▶ _Problem requirements_
Which lines below hold the word "controls"? Report each one.

START Records to process

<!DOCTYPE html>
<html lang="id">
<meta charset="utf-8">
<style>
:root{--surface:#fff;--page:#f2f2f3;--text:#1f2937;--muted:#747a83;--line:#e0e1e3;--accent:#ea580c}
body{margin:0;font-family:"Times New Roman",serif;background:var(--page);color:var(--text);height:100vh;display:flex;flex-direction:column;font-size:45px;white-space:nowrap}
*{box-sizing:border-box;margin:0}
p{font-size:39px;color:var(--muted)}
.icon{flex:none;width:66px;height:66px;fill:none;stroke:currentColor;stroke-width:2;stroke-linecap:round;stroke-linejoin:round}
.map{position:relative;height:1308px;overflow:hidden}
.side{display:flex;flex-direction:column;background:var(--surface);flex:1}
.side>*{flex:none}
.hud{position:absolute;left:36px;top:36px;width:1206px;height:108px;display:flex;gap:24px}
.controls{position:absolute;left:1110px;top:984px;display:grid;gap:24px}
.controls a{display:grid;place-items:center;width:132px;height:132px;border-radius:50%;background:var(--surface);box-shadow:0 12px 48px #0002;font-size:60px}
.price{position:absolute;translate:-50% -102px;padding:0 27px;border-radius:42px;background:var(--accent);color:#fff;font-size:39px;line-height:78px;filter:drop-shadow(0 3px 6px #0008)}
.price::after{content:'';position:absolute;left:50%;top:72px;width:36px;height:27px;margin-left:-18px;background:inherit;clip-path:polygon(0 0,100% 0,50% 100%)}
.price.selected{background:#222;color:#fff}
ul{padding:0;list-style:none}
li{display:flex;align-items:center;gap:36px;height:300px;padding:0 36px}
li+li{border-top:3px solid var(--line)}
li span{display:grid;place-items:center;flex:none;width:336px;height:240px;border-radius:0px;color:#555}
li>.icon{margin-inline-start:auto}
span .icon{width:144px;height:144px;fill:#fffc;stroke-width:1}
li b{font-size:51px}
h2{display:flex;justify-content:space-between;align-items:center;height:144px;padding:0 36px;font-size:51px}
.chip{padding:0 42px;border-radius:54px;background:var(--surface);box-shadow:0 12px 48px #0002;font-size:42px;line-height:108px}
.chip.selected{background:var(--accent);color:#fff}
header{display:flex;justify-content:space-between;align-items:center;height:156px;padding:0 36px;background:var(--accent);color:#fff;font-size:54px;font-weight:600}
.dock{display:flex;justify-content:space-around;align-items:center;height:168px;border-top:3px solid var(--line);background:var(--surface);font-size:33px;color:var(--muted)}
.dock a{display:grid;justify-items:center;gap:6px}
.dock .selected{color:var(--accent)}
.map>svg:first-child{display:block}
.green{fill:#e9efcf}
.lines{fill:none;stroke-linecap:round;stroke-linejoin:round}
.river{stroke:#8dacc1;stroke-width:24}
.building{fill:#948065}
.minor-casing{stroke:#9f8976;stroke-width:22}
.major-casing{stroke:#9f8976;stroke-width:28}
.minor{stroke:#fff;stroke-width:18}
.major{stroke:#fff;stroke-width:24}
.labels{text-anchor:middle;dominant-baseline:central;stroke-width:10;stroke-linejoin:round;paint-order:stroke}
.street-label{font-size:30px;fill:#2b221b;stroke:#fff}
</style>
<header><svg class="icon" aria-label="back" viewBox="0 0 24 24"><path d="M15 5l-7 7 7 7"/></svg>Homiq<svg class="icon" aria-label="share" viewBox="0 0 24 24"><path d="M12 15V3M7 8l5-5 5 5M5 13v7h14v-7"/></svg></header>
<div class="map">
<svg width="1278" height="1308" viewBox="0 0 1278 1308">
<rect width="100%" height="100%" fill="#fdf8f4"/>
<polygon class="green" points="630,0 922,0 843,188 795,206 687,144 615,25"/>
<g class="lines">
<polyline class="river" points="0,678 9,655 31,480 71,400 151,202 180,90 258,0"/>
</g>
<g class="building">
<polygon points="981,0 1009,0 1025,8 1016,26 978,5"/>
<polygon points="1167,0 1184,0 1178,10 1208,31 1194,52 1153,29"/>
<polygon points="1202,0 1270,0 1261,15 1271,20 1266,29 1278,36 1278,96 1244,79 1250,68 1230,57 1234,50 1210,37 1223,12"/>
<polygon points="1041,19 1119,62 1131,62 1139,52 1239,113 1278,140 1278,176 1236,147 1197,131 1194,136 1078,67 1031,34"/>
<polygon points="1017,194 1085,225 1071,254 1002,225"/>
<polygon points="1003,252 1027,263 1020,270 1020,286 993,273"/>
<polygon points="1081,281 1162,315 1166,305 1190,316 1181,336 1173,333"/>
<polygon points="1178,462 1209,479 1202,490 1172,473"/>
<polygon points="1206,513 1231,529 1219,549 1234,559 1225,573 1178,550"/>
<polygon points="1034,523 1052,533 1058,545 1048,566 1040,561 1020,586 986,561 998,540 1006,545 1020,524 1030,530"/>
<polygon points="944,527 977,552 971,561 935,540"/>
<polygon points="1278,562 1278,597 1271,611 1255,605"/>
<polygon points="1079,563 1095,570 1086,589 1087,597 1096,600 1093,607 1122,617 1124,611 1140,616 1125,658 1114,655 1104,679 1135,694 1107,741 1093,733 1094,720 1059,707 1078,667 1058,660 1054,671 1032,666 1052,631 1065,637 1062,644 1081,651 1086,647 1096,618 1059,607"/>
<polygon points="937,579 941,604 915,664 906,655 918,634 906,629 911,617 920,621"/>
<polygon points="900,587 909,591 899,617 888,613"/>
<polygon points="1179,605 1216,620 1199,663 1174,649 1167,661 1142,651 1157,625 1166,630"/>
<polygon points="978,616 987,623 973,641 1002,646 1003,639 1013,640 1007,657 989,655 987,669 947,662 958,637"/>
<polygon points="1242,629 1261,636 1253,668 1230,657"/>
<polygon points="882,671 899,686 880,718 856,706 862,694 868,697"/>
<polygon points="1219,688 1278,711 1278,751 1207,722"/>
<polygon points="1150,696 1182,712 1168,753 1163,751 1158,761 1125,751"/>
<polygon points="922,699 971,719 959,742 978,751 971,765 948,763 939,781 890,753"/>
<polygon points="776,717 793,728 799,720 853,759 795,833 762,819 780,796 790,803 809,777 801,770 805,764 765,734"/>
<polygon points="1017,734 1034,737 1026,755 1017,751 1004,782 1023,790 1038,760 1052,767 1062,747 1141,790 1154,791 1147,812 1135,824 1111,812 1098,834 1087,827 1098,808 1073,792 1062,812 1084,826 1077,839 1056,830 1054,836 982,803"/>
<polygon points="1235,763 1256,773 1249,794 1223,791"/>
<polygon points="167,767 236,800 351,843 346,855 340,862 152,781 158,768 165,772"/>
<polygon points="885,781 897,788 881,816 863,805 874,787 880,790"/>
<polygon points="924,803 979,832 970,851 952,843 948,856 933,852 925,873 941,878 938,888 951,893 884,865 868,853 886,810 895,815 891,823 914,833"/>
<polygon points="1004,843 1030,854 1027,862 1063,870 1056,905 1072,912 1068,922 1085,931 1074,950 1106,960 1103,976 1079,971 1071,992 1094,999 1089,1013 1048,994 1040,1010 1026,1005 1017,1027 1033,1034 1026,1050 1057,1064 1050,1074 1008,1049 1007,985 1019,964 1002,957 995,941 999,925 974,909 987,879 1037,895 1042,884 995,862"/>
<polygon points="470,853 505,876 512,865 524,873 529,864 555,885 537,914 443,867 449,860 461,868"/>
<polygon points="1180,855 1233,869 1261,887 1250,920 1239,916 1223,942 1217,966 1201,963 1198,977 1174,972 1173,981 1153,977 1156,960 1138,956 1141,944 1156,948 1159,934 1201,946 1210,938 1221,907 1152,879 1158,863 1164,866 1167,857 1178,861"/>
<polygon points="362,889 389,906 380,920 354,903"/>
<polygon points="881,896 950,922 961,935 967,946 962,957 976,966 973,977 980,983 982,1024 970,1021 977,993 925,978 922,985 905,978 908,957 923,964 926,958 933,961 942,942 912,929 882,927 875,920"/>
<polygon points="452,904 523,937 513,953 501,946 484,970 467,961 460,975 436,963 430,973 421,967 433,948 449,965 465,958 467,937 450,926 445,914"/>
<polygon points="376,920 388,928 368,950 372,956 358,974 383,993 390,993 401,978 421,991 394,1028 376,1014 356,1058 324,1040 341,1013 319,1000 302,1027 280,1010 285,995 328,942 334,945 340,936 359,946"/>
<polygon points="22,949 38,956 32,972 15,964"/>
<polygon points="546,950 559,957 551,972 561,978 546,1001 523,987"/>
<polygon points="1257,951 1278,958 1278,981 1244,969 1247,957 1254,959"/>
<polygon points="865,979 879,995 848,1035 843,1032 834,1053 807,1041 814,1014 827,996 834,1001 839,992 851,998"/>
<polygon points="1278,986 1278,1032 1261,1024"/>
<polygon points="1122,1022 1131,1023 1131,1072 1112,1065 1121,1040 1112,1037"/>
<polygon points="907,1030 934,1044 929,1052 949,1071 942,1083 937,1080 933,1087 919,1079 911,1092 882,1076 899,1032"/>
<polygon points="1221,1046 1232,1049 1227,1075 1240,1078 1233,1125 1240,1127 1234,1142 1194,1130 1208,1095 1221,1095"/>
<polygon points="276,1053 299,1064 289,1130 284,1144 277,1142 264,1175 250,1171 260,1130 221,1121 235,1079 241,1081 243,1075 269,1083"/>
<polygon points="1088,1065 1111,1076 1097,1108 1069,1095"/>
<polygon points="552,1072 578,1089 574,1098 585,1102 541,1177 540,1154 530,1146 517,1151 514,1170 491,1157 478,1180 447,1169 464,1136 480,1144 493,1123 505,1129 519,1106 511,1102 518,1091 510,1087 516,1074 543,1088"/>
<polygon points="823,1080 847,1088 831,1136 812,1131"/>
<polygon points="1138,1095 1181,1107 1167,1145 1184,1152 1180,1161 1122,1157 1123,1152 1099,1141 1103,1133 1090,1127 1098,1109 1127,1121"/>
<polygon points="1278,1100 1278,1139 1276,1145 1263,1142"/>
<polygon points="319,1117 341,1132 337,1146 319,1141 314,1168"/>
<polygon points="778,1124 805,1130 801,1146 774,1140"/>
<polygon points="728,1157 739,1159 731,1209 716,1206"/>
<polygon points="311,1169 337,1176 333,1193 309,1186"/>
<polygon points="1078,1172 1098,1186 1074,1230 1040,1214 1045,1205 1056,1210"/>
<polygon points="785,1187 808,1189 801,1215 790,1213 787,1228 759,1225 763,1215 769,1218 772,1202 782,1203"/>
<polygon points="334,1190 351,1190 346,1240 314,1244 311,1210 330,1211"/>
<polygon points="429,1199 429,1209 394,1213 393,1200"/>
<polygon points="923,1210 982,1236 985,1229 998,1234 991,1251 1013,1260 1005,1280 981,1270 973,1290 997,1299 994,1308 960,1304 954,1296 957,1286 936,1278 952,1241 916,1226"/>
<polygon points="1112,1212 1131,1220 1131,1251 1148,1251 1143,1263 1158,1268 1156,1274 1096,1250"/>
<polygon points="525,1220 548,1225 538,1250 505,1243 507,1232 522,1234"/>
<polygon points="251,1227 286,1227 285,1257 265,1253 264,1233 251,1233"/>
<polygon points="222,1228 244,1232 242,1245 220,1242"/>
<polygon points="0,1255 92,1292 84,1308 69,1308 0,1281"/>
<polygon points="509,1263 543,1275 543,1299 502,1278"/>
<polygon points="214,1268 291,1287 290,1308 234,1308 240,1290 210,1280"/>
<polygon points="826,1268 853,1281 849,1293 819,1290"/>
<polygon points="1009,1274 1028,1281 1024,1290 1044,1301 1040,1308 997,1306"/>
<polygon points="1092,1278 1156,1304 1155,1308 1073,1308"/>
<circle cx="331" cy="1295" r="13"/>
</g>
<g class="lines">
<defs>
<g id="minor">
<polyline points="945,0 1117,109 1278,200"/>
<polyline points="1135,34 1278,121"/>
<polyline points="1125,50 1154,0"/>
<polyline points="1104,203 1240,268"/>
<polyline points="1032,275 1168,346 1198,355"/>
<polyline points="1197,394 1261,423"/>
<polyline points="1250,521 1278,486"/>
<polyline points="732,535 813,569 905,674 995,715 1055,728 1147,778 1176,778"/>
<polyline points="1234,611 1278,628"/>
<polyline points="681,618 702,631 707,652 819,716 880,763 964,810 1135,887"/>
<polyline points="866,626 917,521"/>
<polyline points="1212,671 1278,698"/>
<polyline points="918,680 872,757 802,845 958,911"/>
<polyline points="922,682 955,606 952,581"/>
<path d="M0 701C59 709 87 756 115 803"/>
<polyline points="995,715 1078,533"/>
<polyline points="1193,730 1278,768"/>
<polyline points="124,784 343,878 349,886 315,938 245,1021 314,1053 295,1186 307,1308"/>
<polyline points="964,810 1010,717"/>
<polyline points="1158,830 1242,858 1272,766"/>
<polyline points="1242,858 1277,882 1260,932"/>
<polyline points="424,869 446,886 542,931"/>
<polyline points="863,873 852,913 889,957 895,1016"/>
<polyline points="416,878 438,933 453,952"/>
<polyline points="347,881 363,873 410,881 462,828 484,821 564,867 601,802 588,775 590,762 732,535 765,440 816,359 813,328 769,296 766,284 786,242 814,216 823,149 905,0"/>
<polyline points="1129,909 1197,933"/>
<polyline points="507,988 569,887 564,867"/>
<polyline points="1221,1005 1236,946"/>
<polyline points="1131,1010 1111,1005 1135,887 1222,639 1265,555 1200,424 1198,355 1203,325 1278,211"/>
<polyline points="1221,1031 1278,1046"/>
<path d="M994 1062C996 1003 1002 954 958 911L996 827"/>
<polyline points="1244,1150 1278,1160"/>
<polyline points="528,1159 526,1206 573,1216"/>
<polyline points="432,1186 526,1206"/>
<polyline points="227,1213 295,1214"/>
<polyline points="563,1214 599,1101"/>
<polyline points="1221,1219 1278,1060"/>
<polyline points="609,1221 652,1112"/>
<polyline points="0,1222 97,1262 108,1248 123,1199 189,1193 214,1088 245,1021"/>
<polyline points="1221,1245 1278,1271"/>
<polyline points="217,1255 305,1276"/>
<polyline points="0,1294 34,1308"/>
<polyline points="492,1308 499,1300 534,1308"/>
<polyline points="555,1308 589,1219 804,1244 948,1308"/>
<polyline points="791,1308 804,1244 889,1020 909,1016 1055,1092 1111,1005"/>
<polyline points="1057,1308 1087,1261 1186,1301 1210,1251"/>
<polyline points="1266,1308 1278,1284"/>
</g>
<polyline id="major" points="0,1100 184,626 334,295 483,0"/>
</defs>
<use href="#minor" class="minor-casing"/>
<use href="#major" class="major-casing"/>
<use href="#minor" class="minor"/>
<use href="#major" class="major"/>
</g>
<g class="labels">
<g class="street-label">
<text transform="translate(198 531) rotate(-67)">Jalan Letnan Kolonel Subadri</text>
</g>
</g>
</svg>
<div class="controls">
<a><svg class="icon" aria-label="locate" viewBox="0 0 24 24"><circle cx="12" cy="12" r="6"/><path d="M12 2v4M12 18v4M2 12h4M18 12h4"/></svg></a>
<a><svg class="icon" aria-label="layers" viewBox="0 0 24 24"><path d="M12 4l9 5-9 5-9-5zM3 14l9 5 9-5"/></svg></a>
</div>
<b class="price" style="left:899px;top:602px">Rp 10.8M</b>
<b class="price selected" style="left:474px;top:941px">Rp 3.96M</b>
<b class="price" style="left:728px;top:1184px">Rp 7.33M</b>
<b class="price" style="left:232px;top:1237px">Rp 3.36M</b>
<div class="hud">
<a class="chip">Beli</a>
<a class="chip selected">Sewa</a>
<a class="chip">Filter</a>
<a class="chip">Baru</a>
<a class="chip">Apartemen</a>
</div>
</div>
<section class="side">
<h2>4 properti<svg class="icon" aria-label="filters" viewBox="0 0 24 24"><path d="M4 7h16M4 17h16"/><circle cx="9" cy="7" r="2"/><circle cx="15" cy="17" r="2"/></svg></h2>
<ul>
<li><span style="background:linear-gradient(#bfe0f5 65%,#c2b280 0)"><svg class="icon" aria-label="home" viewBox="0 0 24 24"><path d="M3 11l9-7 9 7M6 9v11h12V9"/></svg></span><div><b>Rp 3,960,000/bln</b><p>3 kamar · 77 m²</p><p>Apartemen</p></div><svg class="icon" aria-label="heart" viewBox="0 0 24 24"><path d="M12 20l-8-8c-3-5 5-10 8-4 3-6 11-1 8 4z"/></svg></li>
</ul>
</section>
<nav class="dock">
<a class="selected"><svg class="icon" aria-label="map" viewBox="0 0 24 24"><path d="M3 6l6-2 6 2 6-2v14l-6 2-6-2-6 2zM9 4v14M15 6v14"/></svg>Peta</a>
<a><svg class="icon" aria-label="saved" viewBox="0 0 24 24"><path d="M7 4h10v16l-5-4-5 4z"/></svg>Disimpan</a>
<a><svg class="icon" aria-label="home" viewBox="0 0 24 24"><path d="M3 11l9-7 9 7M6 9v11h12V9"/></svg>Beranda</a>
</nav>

END Records to process

▶ _Result_
.controls{position:absolute;left:1110px;top:984px;display:grid;gap:24px}
.controls a{display:grid;place-items:center;width:132px;height:132px;border-radius:50%;background:var(--surface);box-shadow:0 12px 48px #0002;font-size:60px}
<div class="controls">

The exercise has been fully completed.